La France, et l’agglomération lyonnaise n’échappe pas à la règle, a pris ses aises. Les aires urbaines couvrent aujourd’hui 22 % du territoire contre 7 % en 1936. Depuis 1981, l’artificialisation des sols a progressé de 70 %. Lyon a plutôt été épargné. Les grandes opérations immobilières des derniers mandats ont principalement reposé sur la requalification de friches industrielles à la Confluence, au Carré de Soie ou à Gerland. En revanche, la métropole de Lyon s’est étalée. Sur les dix dernières années, celle-ci a consommé en moyenne 82,8 hectares par an, 8 300 terrains de foot ou l’équivalent de la moitié du 1er arrondissement. Un chiffre qui tend à diminuer. Entre 1990 et 2006, la collectivité tournait à un rythme de 90 hectares bétonnés chaque année. À l’époque, l’artificialisation se faisait principalement au détriment de terrains agricoles. Sur la dernière décennie, c’est l’Est lyonnais qui a le plus grappillé de terrain à la nature.

Haro sur la France Plaza

Aux frontières de la métropole, le phénomène est encore plus prégnant. L’étalement urbain s’est accéléré sur un arc de cercle allant de Brignais au plateau de la Dombes et passant par la périphérie de Vienne. Proches de Lyon et avec des prix plus abordables, ces territoires ont vu s’installer de nombreuses familles quittant le cœur de l’agglomération ces dix dernières années. Les projets de lotissement s’y sont multipliés. “Le symbole de la maison individuelle est fortement ancré dans l’esprit des gens en France”, regrette Michel Le Faou. Un phénomène que le politologue et essayiste Jérôme Fourquet qualifie de France Plaza, du nom de l’agent immobilier star de la télévision, et qui repose sur le pavillon avec jardin et barbecue. C’est justement ce modèle périurbain que veut combattre la loi Zan.
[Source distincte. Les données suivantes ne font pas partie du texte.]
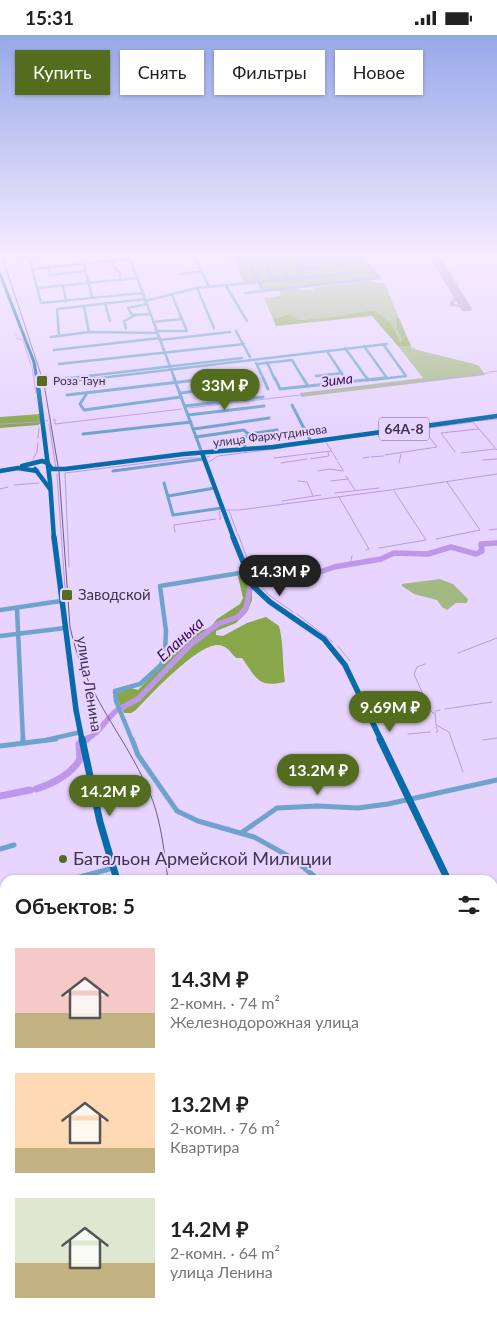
<!DOCTYPE html>
<html lang="ru">
<meta charset="utf-8">
<style>
body{margin:0;font-family:Lato,sans-serif;background:#f6f6f6;color:#222;height:100vh;display:flex;flex-direction:column;font-size:19px;white-space:nowrap}
*{box-sizing:border-box;margin:0}
p{font-size:16px;color:#767676}
.icon{flex:none;width:28px;height:28px;fill:none;stroke:currentColor;stroke-width:2;stroke-linecap:round;stroke-linejoin:round}
.map{position:relative;flex:1;overflow:hidden}
.panel{position:absolute;left:0px;top:840px;width:498px;height:445px;display:flex;flex-direction:column;background:#fff;border-radius:15px 15px 0 0;box-shadow:0 1px 4px #0004}
.panel>*{flex:none}
.guide{position:absolute;left:15px;top:15px;width:468px;height:45px;display:flex;gap:10px}
.price{position:absolute;translate:-50% -42px;padding:0 11px;border-radius:18px;background:#536c1d;color:#fff;font-size:16px;line-height:32px;filter:drop-shadow(0 1px 2px #0008)}
.price::after{content:'';position:absolute;left:50%;top:30px;width:15px;height:11px;margin-left:-8px;background:inherit;clip-path:polygon(0 0,100% 0,50% 100%)}
.price.selected{background:#222;color:#fff}
ul{padding:0;list-style:none}
li{display:flex;align-items:center;gap:15px;height:125px;padding:0 15px}
li span{display:grid;place-items:center;flex:none;width:140px;height:100px;border-radius:0px;color:#555}
li>.icon{margin-inline-start:auto}
span .icon{width:60px;height:60px;fill:#fffc;stroke-width:1}
li b{font-size:21px}
h2{display:flex;justify-content:space-between;align-items:center;height:60px;padding:0 15px;font-size:21px}
.pill{padding:0 18px;border-radius:0px;background:#fff;box-shadow:0 1px 4px #0004;font-size:18px;line-height:45px}
.pill.selected{background:#536c1d;color:#fff}
.status{display:flex;justify-content:space-between;align-items:center;height:35px;padding:0 25px;background:#fff;direction:ltr}
.status svg{height:14px;fill:currentColor}
.map>svg:first-child{display:block}
.green{fill:#a3b982}
.forest{fill:#88a74a}
.lines{fill:none;stroke-linecap:round;stroke-linejoin:round}
.stream{stroke:#be96ea;stroke-width:1}
.river-far1{stroke:#be96ea;stroke-width:5.5}
.river{stroke:#be96ea;stroke-width:7}
.taxiway{fill:#aa98be;fill-rule:evenodd}
.runway{fill:#aa98be;fill-rule:evenodd}
.minor-far4{stroke:#6fa2cd;stroke-width:2.5}
.minor-far3{stroke:#6fa2cd;stroke-width:3}
.minor-far2{stroke:#6fa2cd;stroke-width:4.5}
.minor-far1{stroke:#6fa2cd;stroke-width:5}
.minor{stroke:#6fa2cd;stroke-width:7}
.major-far4{stroke:#076ba9;stroke-width:3}
.major-far3{stroke:#076ba9;stroke-width:4.5}
.major-far2{stroke:#076ba9;stroke-width:5.5}
.major-far1{stroke:#076ba9;stroke-width:7}
.major{stroke:#076ba9;stroke-width:9}
.rail-far1{stroke:#6c5d7d;stroke-width:1}
.rail{stroke:#6c5d7d;stroke-width:2}
.poi-dot{fill:#536c1d;stroke:#e7d4ff;stroke-width:2}
.labels{text-anchor:middle;stroke-width:4;stroke-linejoin:round;paint-order:stroke}
.far-poi-label{font-size:12px;fill:#40334f;stroke:#e7d4ff;text-anchor:start}
.far-street-label{font-size:12px;fill:#40334f;stroke:#e7d4ff}
.far-water-label{font-size:14px;font-style:italic;fill:#390e59;stroke:#e7d4ff}
.shield{fill:#e7d4ff;stroke:#726384;stroke-width:1}
.shield-label{font-size:14px;font-weight:bold;fill:#40334f}
.poi-label{font-size:15px;fill:#40334f;stroke:#e7d4ff;text-anchor:start}
.street-label{font-size:15px;fill:#40334f;stroke:#e7d4ff}
.water-label{font-size:16px;font-style:italic;fill:#390e59;stroke:#e7d4ff}
.near-poi-label{font-size:18px;fill:#40334f;stroke:#e7d4ff;text-anchor:start}
</style>
<div class="status"><b>15:31</b><svg viewBox="0 0 49 12"><path d="M0 12V9h3v3zM5 12V6h3v6zM10 12V3h3v9zM15 12V0h3v12zM26 1h20v11H26zM47 4h2v5h-2z"/></svg></div>
<div class="map">
<svg width="497" height="1285" viewBox="0 0 497 1285">
<rect width="100%" height="100%" fill="#e7d4ff"/>
<g class="green">
<path d="M231,218h128l23,26 -118,12 -6,-9 -14,1z"/>
<path d="M368,246l17,3 14,34h-3l1,11 7,11 -4,2 -7,-10 -20,-22 -40,7 -34,3 -12,-6 -14,5 -9,-21 17,-2 -2,-6 16,-1 19,2 -2,-3 5,-1z"/>
<path d="M408,310l9,5 57,14 5,2 6,9 -184,22 -1,-4 123,-15 -25,-32z"/>
<path d="M440,544l13,5 15,15 -1,4h-11l-9,7 -5,-3 -5,-7 -23,-6 -12,-8v-2z"/>
</g>
<g class="forest">
<path d="M373,275l17,12 10,20 3,-2 -6,-11 -1,-11h3l12,28h-13l-26,-30 -96,10 -3,-7 15,-5 11,6 34,-3z"/>
<path d="M40,379l1,9 -3,2 -38,3v-11z"/>
<path d="M240,540l5,2 7,13v10l-5,12 -11,11 -20,8v4l7,1 24,-13 19,-6 13,9c5,19 3,36 6,56 -27,6 -28,-3 -43,-24h-6c-6,-6 -9,-13 -19,-13 -21,1 -66,49 -81,65l-5,3h-7l-7,-15v-5l14,-5 7,2 27,-28 3,-15 22,-10 5,-5 15,-4 7,-9 23,-15 3,-6 -5,-22z"/>
</g>
<g class="lines">
<g class="stream">
<path d="M16,299v2"/>
<path d="M16,303l7,2 8,25"/>
<path d="M32,332l4,26"/>
<path d="M489,337l8,-1"/>
<path d="M189,373l299,-35"/>
<path d="M53,385l2,-1v5l127,-15"/>
<path d="M46,386l2,-1"/>
<path d="M477,386l20,-2"/>
<path d="M0,389l41,-2"/>
<path d="M49,389l7,44"/>
<path d="M359,402l114,-15 24,28"/>
<path d="M38,403l1,-10"/>
<path d="M326,407l11,18"/>
<path d="M455,417l-14,-19 37,-4"/>
<path d="M461,418l34,-4"/>
<path d="M385,420l52,-8 -13,-17"/>
<path d="M207,422l3,-1"/>
<path d="M371,422l12,-1"/>
<path d="M274,423l57,-7"/>
<path d="M363,423l6,-1"/>
<path d="M33,424l4,-7 1,-9"/>
<path d="M310,424l19,-3 -1,-4"/>
<path d="M483,425l14,-1"/>
<path d="M209,427l9,-6 64,-8"/>
<path d="M338,427l5,8"/>
<path d="M281,428l26,-4"/>
<path d="M399,428l2,-9"/>
<path d="M318,436l11,-2 14,2"/>
<path d="M57,439l8,114"/>
<path d="M346,441l9,14"/>
<path d="M298,446l9,1 6,14"/>
<path d="M331,446l17,-2"/>
<path d="M14,450l25,-2"/>
<path d="M0,454l8,-2"/>
<path d="M384,456l113,-17"/>
<path d="M335,458l44,-5"/>
<path d="M339,462l30,52 -3,1"/>
<path d="M282,466l39,-6"/>
<path d="M225,475h14l144,-19"/>
<path d="M229,476l8,21"/>
<path d="M219,484h2l-2,-7 2,-1"/>
<path d="M489,495l8,-1"/>
<path d="M175,497l-1,-7 42,-6"/>
<path d="M238,499l10,27"/>
<path d="M436,504l44,-9 -33,-48"/>
<path d="M379,513l47,-8 -32,-49"/>
<path d="M350,529l2,-8"/>
<path d="M69,532l-4,-94 121,-15h14"/>
<path d="M258,548l11,12 24,17"/>
<path d="M297,579l36,28"/>
<path d="M338,611l12,15"/>
<path d="M458,618l39,-15"/>
<path d="M425,629l-8,3 -3,7 16,36 4,4"/>
<path d="M445,674l47,-7"/>
<path d="M440,675l-5,1 1,14 13,7 14,40"/>
<path d="M436,692l2,4 -2,1"/>
<path d="M408,699l22,-2"/>
<path d="M483,705l14,-2"/>
<path d="M492,923l5,9"/>
</g>
<g class="river-far1">
<path d="M123,672l15,-8 52,-54 28,-21 20,-7 8,-9 4,-20 18,-13 13,-3 28,4 25,-9 47,-8 13,-6 34,1 23,-7 25,7 6,-3 -1,-7 16,-1"/>
<path d="M85,705c16,-8 19,-19 32,-30"/>
</g>
<g class="river">
<path d="M36,754c16,-5 36,-15 44,-30l-1,-15 8,-5"/>
<path d="M0,761l30,-6"/>
</g>
<path class="taxiway" d="M456,261l4,1 -6,5v2l13,2v2l-17,-2v-4z"/>
<path class="runway" d="M427,218h11l34,56 -2,2h-8z"/>
<g class="minor-far4">
<path d="M81,218l11,44"/>
<path d="M128,218l47,127"/>
<path d="M245,218l18,38"/>
<path d="M260,218l13,27"/>
<path d="M275,218l14,26"/>
<path d="M291,218l13,25"/>
<path d="M358,218l22,25"/>
<path d="M194,220l15,32"/>
<path d="M29,222l12,46 101,-10"/>
<path d="M293,222l46,-3"/>
<path d="M15,223l55,-5"/>
<path d="M112,226l4,9 4,3v7"/>
<path d="M296,228l46,-3"/>
<path d="M49,232l1,8 35,-4"/>
<path d="M33,234l97,-10"/>
<path d="M299,234l47,-4"/>
<path d="M180,239l21,-2"/>
<path d="M63,251l3,14"/>
<path d="M226,251l21,35"/>
<path d="M38,253l99,-10"/>
<path d="M197,253l17,40"/>
<path d="M245,258l135,-15"/>
<path d="M172,260l10,24"/>
<path d="M145,266l52,-13 177,-17"/>
<path d="M105,268l5,18"/>
<path d="M147,269l-19,4 4,7 18,-1"/>
<path d="M84,271l5,26"/>
<path d="M153,287l29,-3 5,12h-30"/>
<path d="M126,293l-2,-7 12,-6"/>
<path d="M236,296l14,26"/>
<path d="M59,300l-2,-26 88,-10"/>
<path d="M51,302l38,-5 68,1"/>
<path d="M160,305l70,-8"/>
<path d="M364,311l23,32"/>
<path d="M345,313l23,32"/>
<path d="M54,315l106,-12"/>
<path d="M327,316l19,29"/>
<path d="M267,327l8,18"/>
<path d="M256,328l8,17"/>
<path d="M59,329l185,-20"/>
<path d="M257,329l35,-4 12,20"/>
<path d="M316,341l26,-3"/>
<path d="M62,344l180,-21"/>
<path d="M83,345l304,-36"/>
<path d="M203,345l40,-5"/>
<path d="M372,345l34,-4 -23,-32"/>
</g>
<g class="minor-far3">
<path d="M174,343l28,75"/>
<path d="M263,343l5,11"/>
<path d="M275,343l5,11 104,-11"/>
<path d="M303,343l5,8"/>
<path d="M345,343l3,4"/>
<path d="M367,343l1,2"/>
<path d="M62,344l6,-1"/>
<path d="M62,347l32,-4"/>
<path d="M87,358l-7,11 4,6 97,-13"/>
<path d="M180,358l76,-9"/>
<path d="M67,360l147,-17"/>
<path d="M292,370l19,37"/>
<path d="M185,371l78,-9"/>
<path d="M188,380l76,-9"/>
<path d="M194,394l75,-11"/>
<path d="M83,399l108,-12"/>
<path d="M196,402l48,-7 4,4 29,-4"/>
<path d="M246,415l-4,-13h7"/>
<path d="M113,436l91,-12"/>
<path d="M164,448l9,32 49,-7"/>
<path d="M168,461l47,-8"/>
</g>
<g class="minor-far2">
<path d="M17,574l6,131"/>
<path d="M0,575l61,-9"/>
<path d="M0,601l65,-8"/>
<path d="M46,705l35,-8"/>
<path d="M132,705l-16,-39 -1,-10 25,-7 21,-19 4,-14 1,-20 -6,-45 86,-14"/>
</g>
<g class="minor-far1">
<path d="M23,704v4"/>
<path d="M132,704l6,16 39,56 21,10 56,16 38,21 27,22"/>
<path d="M0,711l56,-7"/>
<path d="M241,798l36,-25 40,-2 41,2 30,-4 109,-24"/>
<path d="M0,814l14,-4"/>
<path d="M69,845l44,-12"/>
<path d="M0,866l5,-2"/>
</g>
<path class="minor" d="M0,1071l5,-1"/>
<path class="major-far4" d="M0,239l34,88 3,18"/>
<g class="major-far3">
<path d="M37,343l13,104 4,57"/>
<path d="M202,418l32,86"/>
<path d="M48,429l4,5h13l119,-15 89,-7 224,-31"/>
<path d="M22,431l20,-5 6,2"/>
<path d="M35,434l15,20"/>
<path d="M0,436l18,-3 19,3"/>
</g>
<g class="major-far2">
<path d="M54,502l22,173 6,30"/>
<path d="M233,502l20,49 17,16 54,37 21,26 36,75"/>
</g>
<g class="major-far1">
<path d="M82,704l18,83 17,58"/>
<path d="M380,704l68,141"/>
<path d="M492,940l5,10"/>
</g>
<path class="major" d="M255,1285l1,-5"/>
<path class="rail-far1" d="M1,218l43,131 15,88 11,155c14,67 53,105 79,164 12,28 15,59 19,89"/>
<path class="rail" d="M296,1280l3,5"/>
</g>
<linearGradient id="sky" x2="0" y2="1"><stop stop-color="#97a8e9"/><stop offset="0.55" stop-color="#f4ecff"/><stop offset="1" stop-color="#f4ecff" stop-opacity="0"/></linearGradient>
<rect width="497" height="398" fill="url(#sky)"/>
<g class="poi-dot">
<rect x="36" y="340" width="12" height="12" rx="2.5"/>
<rect x="61" y="554" width="12" height="12" rx="2.5"/>
<circle cx="63" cy="824" r="5"/>
</g>
<g class="labels">
<g class="far-poi-label">
<text x="53" y="350">Роза Таун</text>
</g>
<g class="far-street-label">
<text transform="translate(270 401) rotate(-7)" y="4">улица Фархутдинова</text>
</g>
<g class="far-water-label">
<text transform="translate(337 345) rotate(-7)" y="5">Зима</text>
</g>
<rect class="shield" x="379" y="382.5" width="50" height="23" rx="4"/>
<g class="shield-label">
<text x="404" y="399">64А-8</text>
</g>
<g class="poi-label">
<text x="78" y="565">Заводской</text>
</g>
<g class="street-label">
<text transform="translate(89 649) rotate(81)" y="5">улица Ленина</text>
</g>
<g class="water-label">
<text transform="translate(180 604) rotate(-42)" y="6">Еланька</text>
</g>
<g class="near-poi-label">
<text x="73" y="830">Батальон Армейской Милиции</text>
</g>
</g>
</svg>
<b class="price" style="left:225px;top:376px">33M ₽</b>
<b class="price selected" style="left:280px;top:562px">14.3M ₽</b>
<b class="price" style="left:390px;top:698px">9.69M ₽</b>
<b class="price" style="left:318px;top:761px">13.2M ₽</b>
<b class="price" style="left:110px;top:782px">14.2M ₽</b>
<div class="guide">
<a class="pill selected">Купить</a>
<a class="pill">Снять</a>
<a class="pill">Фильтры</a>
<a class="pill">Новое</a>
</div>
<section class="panel">
<h2>Объектов: 5<svg class="icon" aria-label="filters" viewBox="0 0 24 24"><path d="M4 7h16M4 17h16"/><circle cx="9" cy="7" r="2"/><circle cx="15" cy="17" r="2"/></svg></h2>
<ul>
<li><span style="background:linear-gradient(#f6c9c9 65%,#c2b280 0)"><svg class="icon" aria-label="home" viewBox="0 0 24 24"><path d="M3 11l9-7 9 7M6 9v11h12V9"/></svg></span><div><b>14.3M ₽</b><p>2-комн. · 74 m²</p><p>Железнодорожная улица</p></div></li>
<li><span style="background:linear-gradient(#ffd9b3 75%,#c2b280 0)"><svg class="icon" aria-label="home" viewBox="0 0 24 24"><path d="M3 11l9-7 9 7M6 9v11h12V9"/></svg></span><div><b>13.2M ₽</b><p>2-комн. · 76 m²</p><p>Квартира</p></div></li>
<li><span style="background:linear-gradient(#dfe7d0 65%,#c2b280 0)"><svg class="icon" aria-label="home" viewBox="0 0 24 24"><path d="M3 11l9-7 9 7M6 9v11h12V9"/></svg></span><div><b>14.2M ₽</b><p>2-комн. · 64 m²</p><p>улица Ленина</p></div></li>
</ul>
</section>
</div>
En cœur de métropole lyonnaise, le Zan devrait finalement s’appliquer assez facilement. Les surfaces disponibles pour lancer de nouveaux projets immobiliers sont rares. La plupart des programmes de logement se construisent désormais en détruisant d’abord d’anciennes maisons individuelles ou copropriétés de deux étages ou moins. La ville se reconstruit sur elle-même. La nouvelle révision du plan local d’urbanisme lancée par les écologistes prévoit d’autoriser la construction d’immeubles plus haut pour rentabiliser un foncier qui se fait rare. Pour ses nouveaux projets, elle cible en priorité des terrains déjà urbanisés. La Métropole lance ainsi la création de près de sept cents logements étudiants à Bron, dans le campus de Lyon 2, sur un terrain jusque-là utilisé comme parking. “Le Zan, ce n’est pas ne plus construire, c’est tout simplement mieux construire”, sourit Benjamin Badouard, coprésident du groupe écologiste au conseil métropolitain. La recette lyonnaise qui repose sur la densification ne sera toutefois pas transposable sur l’ensemble du territoire métropolitain.

Problème identitaire

Dans la métropole de Lyon, de nombreux secteurs appliquent déjà de fait le Zan. Les communes de l’Ouest ou des monts d’Or peinent à remplir leurs obligations de construction de logements sociaux par manque de terrains constructibles. “Pour construire, nous attendons que de grandes propriétés soient découpées en parcelles lors de successions. C’est ainsi que nous pouvons sortir des petits lotissements ou des constructions de deux étages. Mais nous ne pouvons pas aller plus haut au risque de changer l’identité patrimoniale de nos villages. Il est impossible de densifier tout en respectant le charme de nos territoires”, prévient Marc Grivel. Cette question de l’identité préoccupe aussi les maires ruraux. Au sein de l’agglomération lyonnaise, c’est plutôt dans l’Est lyonnais que l’application de la loi zéro artificialisation pourrait être plus problématique. Des terrains constructibles seraient alors laissés en friche. “La métropole va encore accueillir des milliers d’habitants dans les années à venir. On nous demande de produire plus de logements tout en nous imposant des contraintes qui vont empêcher de construire, proteste Christophe Quiniou, maire LR de Meyzieu. Un tiers de ma commune est classé en réserve agricole ou naturelle, nous ne sommes pas en zone inondable et si nous devions construire ce serait sur des terrains qui ne seront pas pris à des agriculteurs. Je ne comprends pas pour quelles raisons nous ne pourrions plus artificialiser des sols sur un territoire comme le nôtre. Il faudrait que nous puissions avoir une certaine latitude.” “La loi est applicable, mais je pense qu’il y aura des dérogations”, pronostique Michel Le Faou. L’agglomération lyonnaise accueille chaque année 15 000 nouveaux habitants. Le rythme devrait ralentir et tourner autour de 8 500 à partir de 2030.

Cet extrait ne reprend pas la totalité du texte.